**Given records**

__________________________________________________

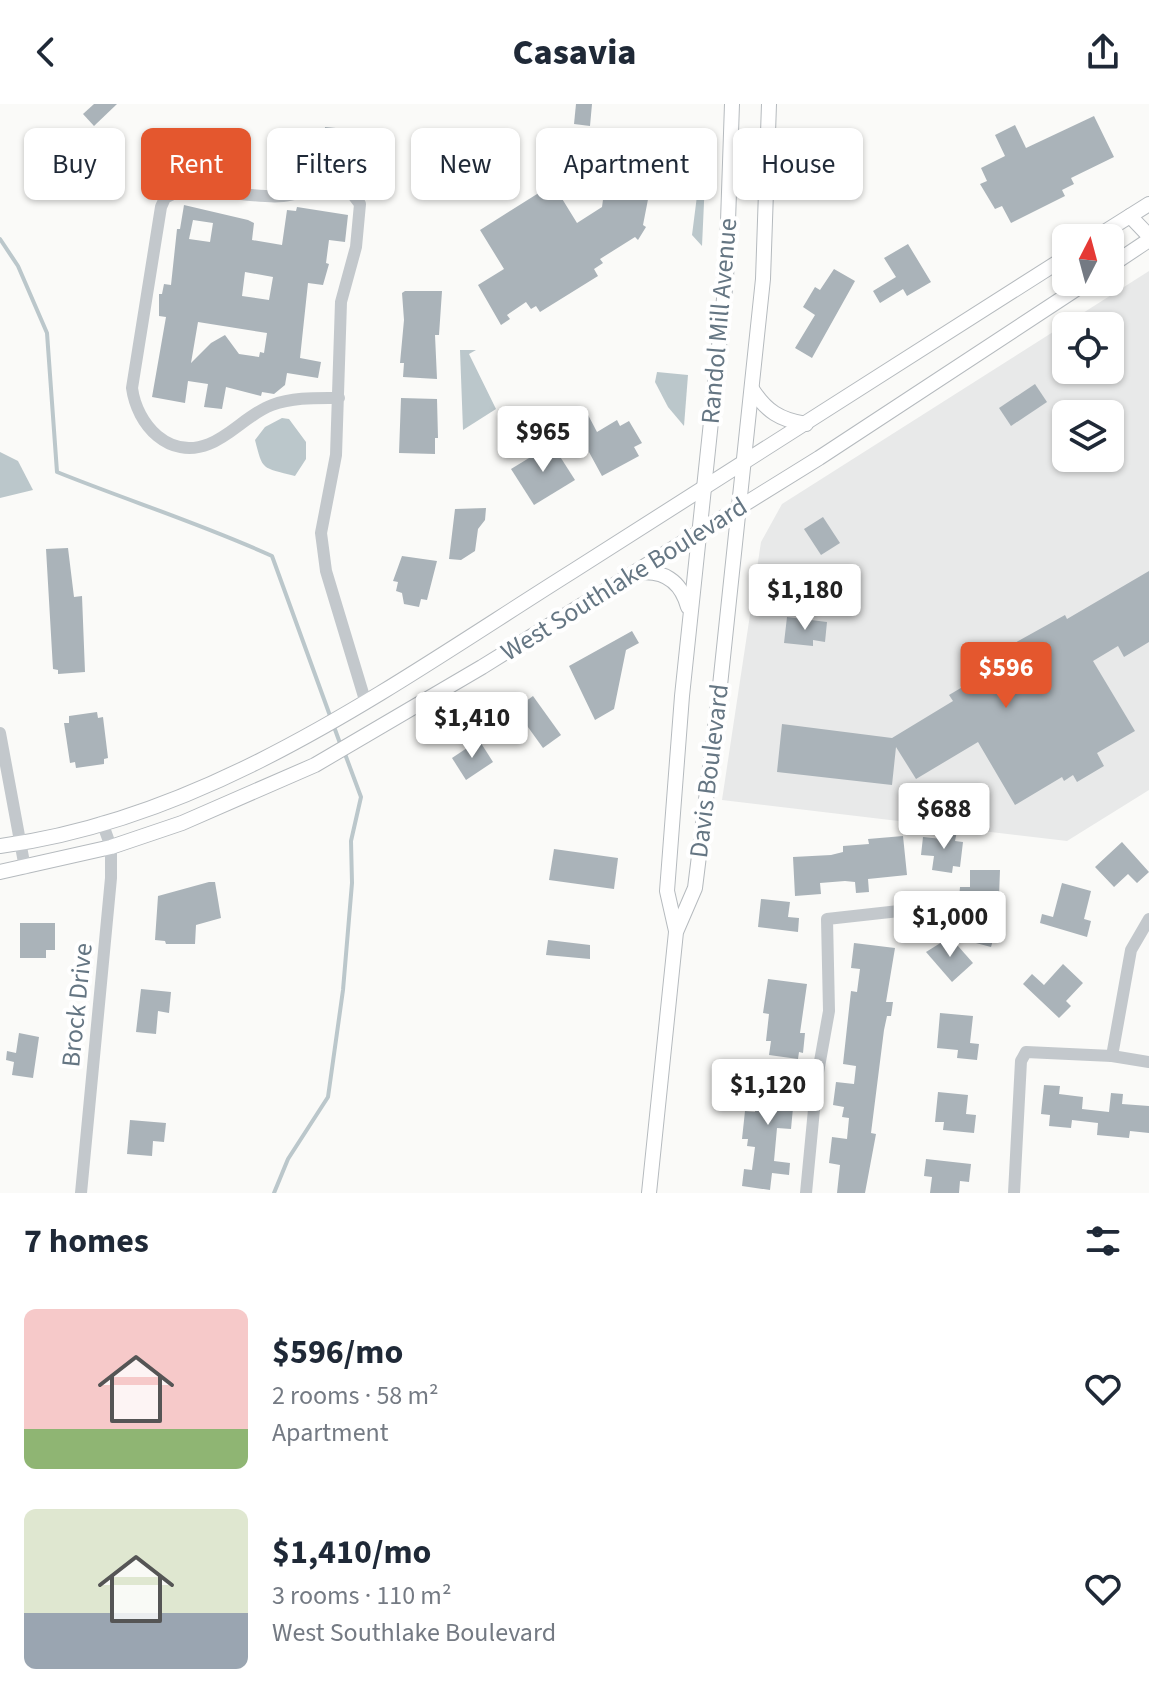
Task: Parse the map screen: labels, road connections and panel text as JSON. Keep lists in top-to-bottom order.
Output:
{
  "streets": {
    "main road": ["Randol Mill Avenue", "West Southlake Boulevard", "Davis Boulevard"],
    "street": ["Brock Drive"]
  },
  "crossings": [
    ["Randol Mill Avenue", "West Southlake Boulevard"],
    ["Randol Mill Avenue", "Davis Boulevard"],
    ["West Southlake Boulevard", "Davis Boulevard"],
    ["West Southlake Boulevard", "Brock Drive"]
  ],
  "north": "top",
  "page": {
    "header": "Casavia",
    "chip": [
      "Buy",
      "Rent",
      "Filters",
      "New",
      "Apartment",
      "House"
    ],
    "price": [
      "$965",
      "$1,180",
      "$596",
      "$1,410",
      "$688",
      "$1,000",
      "$1,120"
    ],
    "heading": "7 homes",
    "list": [
      {
        "name": "$596/mo",
        "note": "2 rooms · 58 m² · Apartment"
      },
      {
        "name": "$1,410/mo",
        "note": "3 rooms · 110 m² · West Southlake Boulevard"
      }
    ]
  }
}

__________________________________________________

**Your objective**
Give back the records above word for word, minus any image they hold.

**Output for this task**
Task: Parse the map screen: labels, road connections and panel text as JSON. Keep lists in top-to-bottom order.
Output:
{
  "streets": {
    "main road": ["Randol Mill Avenue", "West Southlake Boulevard", "Davis Boulevard"],
    "street": ["Brock Drive"]
  },
  "crossings": [
    ["Randol Mill Avenue", "West Southlake Boulevard"],
    ["Randol Mill Avenue", "Davis Boulevard"],
    ["West Southlake Boulevard", "Davis Boulevard"],
    ["West Southlake Boulevard", "Brock Drive"]
  ],
  "north": "top",
  "page": {
    "header": "Casavia",
    "chip": [
      "Buy",
      "Rent",
      "Filters",
      "New",
      "Apartment",
      "House"
    ],
    "price": [
      "$965",
      "$1,180",
      "$596",
      "$1,410",
      "$688",
      "$1,000",
      "$1,120"
    ],
    "heading": "7 homes",
    "list": [
      {
        "name": "$596/mo",
        "note": "2 rooms · 58 m² · Apartment"
      },
      {
        "name": "$1,410/mo",
        "note": "3 rooms · 110 m² · West Southlake Boulevard"
      }
    ]
  }
}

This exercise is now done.